=== Begin Enclosure ===

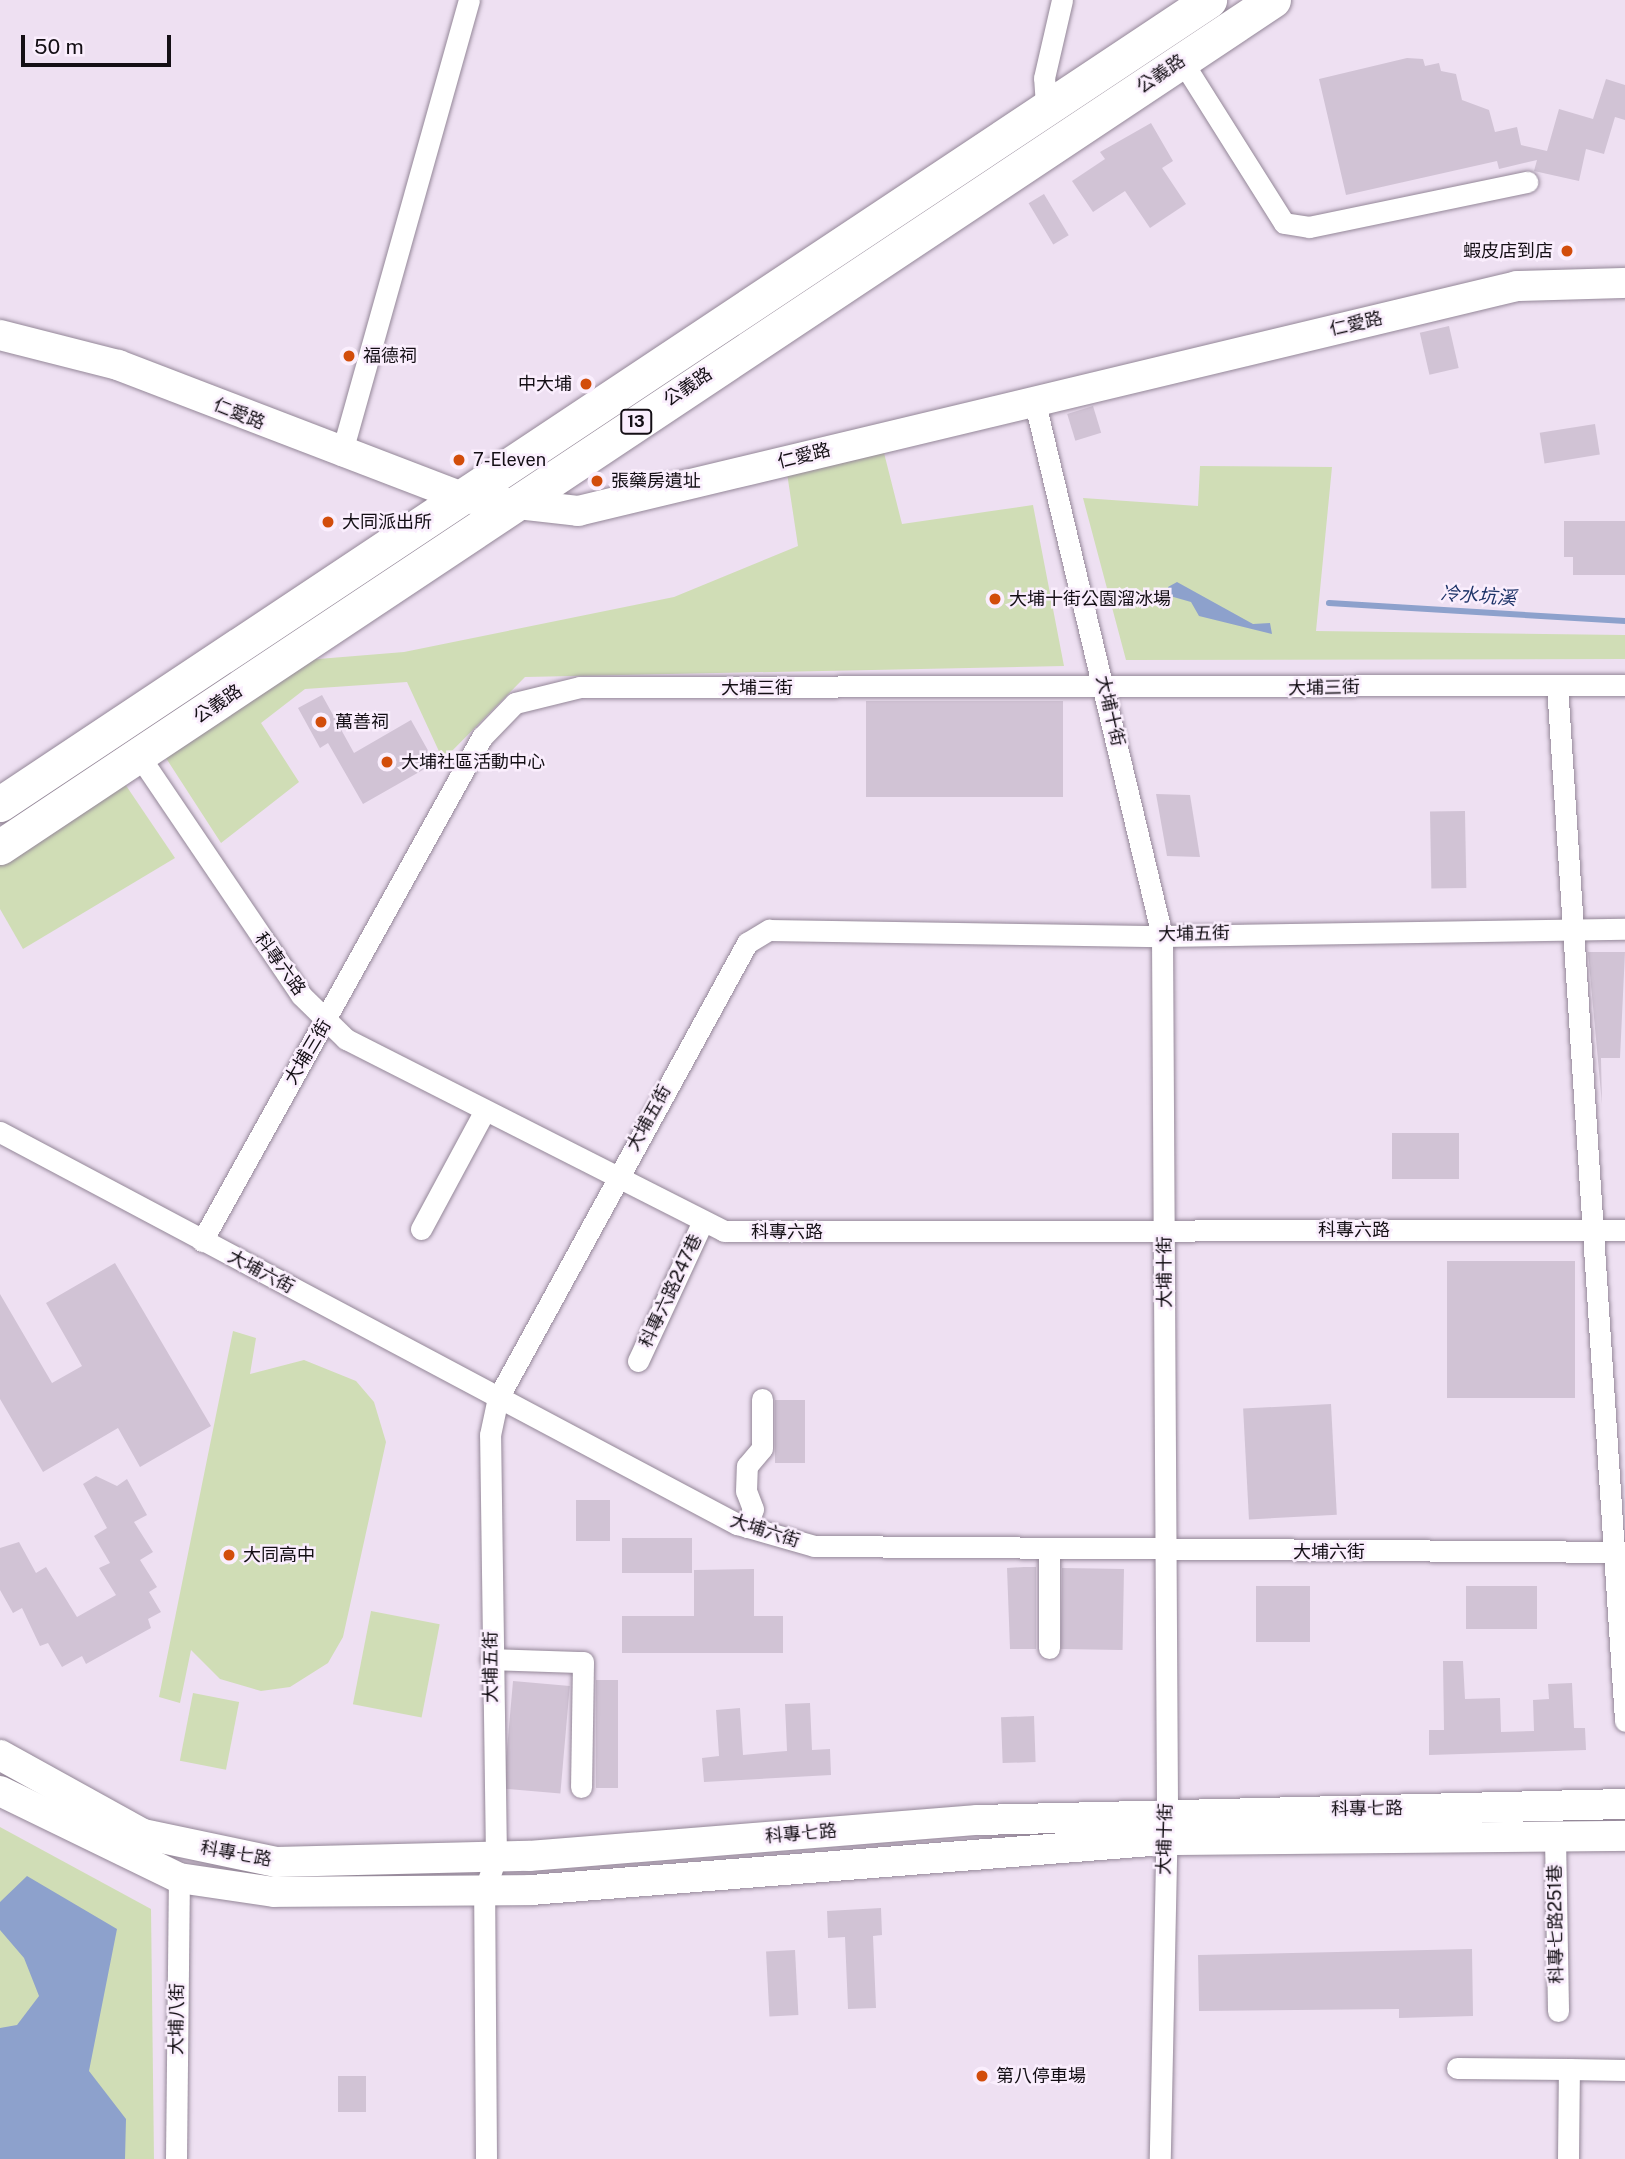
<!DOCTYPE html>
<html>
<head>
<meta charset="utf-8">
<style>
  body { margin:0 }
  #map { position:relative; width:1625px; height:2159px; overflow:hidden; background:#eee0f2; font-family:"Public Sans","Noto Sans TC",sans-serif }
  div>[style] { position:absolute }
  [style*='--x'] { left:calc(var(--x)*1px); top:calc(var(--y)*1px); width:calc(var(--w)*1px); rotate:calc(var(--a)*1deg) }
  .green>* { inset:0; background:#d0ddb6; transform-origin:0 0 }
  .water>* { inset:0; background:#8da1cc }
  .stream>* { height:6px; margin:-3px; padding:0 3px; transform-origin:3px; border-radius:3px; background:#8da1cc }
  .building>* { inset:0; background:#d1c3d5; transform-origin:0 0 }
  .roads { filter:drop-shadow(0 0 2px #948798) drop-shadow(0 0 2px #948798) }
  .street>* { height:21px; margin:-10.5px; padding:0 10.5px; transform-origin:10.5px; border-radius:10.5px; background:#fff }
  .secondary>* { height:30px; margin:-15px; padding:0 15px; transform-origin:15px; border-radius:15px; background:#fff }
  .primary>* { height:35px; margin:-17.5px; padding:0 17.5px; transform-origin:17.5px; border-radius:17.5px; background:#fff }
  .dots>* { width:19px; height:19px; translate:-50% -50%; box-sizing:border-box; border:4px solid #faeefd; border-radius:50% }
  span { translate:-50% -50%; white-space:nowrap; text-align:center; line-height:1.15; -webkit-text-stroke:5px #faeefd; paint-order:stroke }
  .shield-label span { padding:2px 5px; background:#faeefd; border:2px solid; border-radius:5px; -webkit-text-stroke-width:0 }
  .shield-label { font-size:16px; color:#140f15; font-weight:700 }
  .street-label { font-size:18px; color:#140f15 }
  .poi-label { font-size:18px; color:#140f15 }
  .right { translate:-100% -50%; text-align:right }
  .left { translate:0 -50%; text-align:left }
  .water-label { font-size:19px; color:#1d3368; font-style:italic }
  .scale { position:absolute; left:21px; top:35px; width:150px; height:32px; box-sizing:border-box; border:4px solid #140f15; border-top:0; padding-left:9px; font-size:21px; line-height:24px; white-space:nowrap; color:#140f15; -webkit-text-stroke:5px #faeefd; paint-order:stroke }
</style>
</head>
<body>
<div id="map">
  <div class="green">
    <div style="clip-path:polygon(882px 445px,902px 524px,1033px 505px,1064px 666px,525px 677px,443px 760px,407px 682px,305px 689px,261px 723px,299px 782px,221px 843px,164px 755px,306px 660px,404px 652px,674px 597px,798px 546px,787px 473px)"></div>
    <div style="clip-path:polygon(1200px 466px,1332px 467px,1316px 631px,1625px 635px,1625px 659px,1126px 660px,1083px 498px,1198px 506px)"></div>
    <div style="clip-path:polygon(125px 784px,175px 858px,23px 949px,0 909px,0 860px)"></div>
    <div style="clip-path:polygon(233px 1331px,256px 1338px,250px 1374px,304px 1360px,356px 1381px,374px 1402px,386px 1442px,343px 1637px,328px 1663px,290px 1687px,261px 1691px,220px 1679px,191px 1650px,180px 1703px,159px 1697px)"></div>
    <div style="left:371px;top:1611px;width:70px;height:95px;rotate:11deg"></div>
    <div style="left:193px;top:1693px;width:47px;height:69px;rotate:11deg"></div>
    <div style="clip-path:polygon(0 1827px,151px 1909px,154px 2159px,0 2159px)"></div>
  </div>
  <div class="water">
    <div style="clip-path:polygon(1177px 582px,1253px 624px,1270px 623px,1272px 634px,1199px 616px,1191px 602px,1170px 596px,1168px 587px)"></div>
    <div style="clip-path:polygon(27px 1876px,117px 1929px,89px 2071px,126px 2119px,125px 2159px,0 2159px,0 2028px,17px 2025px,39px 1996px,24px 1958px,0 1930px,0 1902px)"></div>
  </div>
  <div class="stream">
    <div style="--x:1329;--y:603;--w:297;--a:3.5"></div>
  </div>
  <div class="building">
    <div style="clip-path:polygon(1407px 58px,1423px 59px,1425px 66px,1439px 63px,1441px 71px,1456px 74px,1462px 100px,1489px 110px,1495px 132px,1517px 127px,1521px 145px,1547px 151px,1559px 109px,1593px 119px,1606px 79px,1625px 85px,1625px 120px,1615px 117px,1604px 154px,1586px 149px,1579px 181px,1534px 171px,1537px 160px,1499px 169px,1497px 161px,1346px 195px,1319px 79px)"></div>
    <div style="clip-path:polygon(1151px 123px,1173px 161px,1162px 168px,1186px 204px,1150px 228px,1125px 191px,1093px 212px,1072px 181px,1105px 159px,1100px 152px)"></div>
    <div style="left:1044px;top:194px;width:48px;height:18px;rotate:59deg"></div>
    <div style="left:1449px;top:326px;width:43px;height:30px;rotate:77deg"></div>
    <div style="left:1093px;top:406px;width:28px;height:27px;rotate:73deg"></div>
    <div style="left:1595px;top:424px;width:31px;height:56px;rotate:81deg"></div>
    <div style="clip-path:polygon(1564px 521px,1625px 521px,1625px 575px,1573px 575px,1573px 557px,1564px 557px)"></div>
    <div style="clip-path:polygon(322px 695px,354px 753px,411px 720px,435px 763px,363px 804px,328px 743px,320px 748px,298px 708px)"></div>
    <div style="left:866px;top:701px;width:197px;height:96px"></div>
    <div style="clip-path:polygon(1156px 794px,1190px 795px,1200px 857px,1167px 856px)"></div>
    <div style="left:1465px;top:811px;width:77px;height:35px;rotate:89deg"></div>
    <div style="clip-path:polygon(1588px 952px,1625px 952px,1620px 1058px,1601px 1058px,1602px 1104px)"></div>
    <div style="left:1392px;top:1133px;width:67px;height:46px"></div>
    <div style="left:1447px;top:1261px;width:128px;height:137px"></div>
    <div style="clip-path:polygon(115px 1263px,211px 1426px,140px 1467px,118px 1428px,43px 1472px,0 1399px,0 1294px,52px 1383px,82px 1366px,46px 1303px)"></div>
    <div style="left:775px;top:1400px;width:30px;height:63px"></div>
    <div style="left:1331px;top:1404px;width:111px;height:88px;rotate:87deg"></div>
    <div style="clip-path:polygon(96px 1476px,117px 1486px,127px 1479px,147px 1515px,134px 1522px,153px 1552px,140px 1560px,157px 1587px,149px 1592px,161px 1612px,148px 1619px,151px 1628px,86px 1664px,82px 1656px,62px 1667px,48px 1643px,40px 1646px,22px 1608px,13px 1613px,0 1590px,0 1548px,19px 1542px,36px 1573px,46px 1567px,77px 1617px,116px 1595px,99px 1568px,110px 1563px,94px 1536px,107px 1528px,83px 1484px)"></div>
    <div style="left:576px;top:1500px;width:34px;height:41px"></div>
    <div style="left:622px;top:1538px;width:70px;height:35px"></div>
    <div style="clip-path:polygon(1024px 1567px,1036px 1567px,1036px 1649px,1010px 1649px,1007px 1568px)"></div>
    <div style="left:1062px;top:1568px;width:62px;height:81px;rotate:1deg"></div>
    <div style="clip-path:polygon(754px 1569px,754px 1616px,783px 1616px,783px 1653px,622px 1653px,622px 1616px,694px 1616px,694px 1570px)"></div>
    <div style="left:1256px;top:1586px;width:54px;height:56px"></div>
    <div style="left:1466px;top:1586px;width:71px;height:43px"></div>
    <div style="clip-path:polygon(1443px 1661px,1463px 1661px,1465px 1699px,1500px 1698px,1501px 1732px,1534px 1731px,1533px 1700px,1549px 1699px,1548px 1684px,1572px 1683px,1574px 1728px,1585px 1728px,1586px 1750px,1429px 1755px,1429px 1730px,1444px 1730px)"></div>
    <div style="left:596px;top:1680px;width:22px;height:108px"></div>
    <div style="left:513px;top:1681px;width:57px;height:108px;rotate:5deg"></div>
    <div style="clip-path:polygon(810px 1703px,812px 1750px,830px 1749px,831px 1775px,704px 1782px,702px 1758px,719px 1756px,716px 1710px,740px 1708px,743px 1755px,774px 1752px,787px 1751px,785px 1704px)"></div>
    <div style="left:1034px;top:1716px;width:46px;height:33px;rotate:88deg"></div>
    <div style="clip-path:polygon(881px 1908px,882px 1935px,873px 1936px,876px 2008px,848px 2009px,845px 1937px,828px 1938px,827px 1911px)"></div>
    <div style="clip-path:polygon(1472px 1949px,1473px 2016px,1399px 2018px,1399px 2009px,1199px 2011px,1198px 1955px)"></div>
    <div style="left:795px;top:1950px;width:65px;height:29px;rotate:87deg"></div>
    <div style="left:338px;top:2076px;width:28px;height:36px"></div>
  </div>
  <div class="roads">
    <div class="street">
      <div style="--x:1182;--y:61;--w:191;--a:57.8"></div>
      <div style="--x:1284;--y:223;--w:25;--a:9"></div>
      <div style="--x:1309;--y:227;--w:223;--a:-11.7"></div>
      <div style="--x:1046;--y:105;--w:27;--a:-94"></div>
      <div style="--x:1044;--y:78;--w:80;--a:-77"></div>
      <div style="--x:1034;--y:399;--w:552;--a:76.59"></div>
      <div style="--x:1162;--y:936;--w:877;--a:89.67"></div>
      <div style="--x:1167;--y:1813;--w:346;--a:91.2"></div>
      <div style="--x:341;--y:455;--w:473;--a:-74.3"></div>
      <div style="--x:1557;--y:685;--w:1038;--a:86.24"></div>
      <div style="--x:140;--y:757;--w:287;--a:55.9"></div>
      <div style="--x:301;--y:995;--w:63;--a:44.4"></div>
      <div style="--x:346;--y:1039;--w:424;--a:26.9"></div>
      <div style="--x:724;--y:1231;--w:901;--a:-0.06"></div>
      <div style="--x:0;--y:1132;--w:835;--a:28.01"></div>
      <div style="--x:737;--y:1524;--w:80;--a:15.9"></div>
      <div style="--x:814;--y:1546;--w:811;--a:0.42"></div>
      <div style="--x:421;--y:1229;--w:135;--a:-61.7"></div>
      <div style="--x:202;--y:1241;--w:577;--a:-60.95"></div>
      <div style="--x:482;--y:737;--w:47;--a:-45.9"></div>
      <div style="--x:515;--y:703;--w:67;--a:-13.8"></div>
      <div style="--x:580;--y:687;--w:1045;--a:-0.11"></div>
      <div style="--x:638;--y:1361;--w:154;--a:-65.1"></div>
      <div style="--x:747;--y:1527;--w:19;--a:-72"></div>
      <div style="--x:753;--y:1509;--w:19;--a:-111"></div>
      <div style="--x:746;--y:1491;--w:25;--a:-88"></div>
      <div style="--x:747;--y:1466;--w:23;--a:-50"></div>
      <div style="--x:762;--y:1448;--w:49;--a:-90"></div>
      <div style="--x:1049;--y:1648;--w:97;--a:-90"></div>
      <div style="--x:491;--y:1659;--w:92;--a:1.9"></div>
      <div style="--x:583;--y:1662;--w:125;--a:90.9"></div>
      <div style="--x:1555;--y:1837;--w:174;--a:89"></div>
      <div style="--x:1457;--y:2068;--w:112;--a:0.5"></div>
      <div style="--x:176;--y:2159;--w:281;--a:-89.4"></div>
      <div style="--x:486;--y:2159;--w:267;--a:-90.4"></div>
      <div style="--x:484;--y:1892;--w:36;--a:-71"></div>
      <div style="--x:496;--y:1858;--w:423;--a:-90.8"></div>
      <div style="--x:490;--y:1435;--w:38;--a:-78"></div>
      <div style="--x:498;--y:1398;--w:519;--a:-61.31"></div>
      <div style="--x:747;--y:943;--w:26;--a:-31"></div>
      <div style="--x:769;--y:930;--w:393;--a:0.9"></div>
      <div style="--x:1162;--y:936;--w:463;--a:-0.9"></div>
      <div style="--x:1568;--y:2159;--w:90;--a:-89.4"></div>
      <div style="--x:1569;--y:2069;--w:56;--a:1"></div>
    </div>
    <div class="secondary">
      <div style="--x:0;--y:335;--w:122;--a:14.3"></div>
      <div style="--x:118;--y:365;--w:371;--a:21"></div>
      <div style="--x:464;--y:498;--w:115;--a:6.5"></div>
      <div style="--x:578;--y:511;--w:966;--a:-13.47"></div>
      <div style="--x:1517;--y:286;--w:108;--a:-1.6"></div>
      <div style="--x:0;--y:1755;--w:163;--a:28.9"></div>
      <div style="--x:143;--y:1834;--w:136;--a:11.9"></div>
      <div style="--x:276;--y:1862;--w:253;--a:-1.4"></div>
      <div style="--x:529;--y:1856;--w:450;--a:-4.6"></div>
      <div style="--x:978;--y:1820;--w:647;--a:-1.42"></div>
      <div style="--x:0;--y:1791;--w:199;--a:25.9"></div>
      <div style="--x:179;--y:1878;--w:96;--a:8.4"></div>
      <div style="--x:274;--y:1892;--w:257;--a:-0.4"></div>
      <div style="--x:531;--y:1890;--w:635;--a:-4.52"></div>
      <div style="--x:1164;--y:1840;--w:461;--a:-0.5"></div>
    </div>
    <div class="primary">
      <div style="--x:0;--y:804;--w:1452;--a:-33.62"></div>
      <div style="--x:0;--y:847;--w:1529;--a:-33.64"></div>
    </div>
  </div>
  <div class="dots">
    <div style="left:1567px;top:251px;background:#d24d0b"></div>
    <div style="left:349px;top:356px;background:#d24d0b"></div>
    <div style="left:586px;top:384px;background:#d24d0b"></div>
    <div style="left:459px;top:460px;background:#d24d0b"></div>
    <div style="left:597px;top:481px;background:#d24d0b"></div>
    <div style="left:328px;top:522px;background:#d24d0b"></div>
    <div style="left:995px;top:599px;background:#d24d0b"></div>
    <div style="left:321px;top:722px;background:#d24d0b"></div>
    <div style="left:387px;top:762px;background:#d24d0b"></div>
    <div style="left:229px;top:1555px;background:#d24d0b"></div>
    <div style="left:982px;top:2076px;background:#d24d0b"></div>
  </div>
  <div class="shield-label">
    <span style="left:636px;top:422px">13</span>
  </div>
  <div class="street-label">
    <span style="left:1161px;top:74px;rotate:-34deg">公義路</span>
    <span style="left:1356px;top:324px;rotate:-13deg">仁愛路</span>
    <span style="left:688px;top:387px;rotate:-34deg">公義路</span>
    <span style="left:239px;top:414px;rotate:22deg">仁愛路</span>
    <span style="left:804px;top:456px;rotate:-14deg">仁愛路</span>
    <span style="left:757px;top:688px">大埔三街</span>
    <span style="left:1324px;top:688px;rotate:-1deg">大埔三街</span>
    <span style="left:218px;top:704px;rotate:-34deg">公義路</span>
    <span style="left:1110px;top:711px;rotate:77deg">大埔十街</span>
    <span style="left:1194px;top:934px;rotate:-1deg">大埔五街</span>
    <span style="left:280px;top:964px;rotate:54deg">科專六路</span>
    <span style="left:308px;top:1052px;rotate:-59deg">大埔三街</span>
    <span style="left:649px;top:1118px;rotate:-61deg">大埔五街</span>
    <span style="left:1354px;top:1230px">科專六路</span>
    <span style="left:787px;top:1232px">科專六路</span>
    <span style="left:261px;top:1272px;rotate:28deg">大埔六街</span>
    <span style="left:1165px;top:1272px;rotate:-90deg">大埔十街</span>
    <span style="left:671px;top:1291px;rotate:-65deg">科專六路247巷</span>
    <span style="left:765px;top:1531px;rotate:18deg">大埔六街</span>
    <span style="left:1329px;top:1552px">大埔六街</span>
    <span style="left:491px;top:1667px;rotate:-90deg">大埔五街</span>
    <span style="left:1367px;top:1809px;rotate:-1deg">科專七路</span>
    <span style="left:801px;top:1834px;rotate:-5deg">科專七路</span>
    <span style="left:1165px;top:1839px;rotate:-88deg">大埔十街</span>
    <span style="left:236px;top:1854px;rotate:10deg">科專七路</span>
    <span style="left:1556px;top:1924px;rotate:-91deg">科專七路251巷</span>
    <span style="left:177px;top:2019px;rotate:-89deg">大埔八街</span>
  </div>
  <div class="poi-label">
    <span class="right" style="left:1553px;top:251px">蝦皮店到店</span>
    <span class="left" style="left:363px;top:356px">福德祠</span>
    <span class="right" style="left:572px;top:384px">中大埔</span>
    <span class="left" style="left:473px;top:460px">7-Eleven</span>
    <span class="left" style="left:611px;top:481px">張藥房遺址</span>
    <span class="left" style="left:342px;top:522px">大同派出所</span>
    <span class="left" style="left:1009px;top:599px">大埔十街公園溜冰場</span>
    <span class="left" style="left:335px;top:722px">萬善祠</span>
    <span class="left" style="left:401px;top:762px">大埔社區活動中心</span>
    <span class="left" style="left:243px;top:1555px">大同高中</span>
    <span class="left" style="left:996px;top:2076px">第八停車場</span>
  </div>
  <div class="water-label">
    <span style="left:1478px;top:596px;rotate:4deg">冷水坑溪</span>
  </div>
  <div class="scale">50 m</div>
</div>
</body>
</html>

=== End Enclosure ===

**TASK DIRECTIONS:**
Your task is to return each line of the data above that contains the string "stream".

**ANSWER BOX:**
  .stream>* { height:6px; margin:-3px; padding:0 3px; transform-origin:3px; border-radius:3px; background:#8da1cc }
  <div class="stream">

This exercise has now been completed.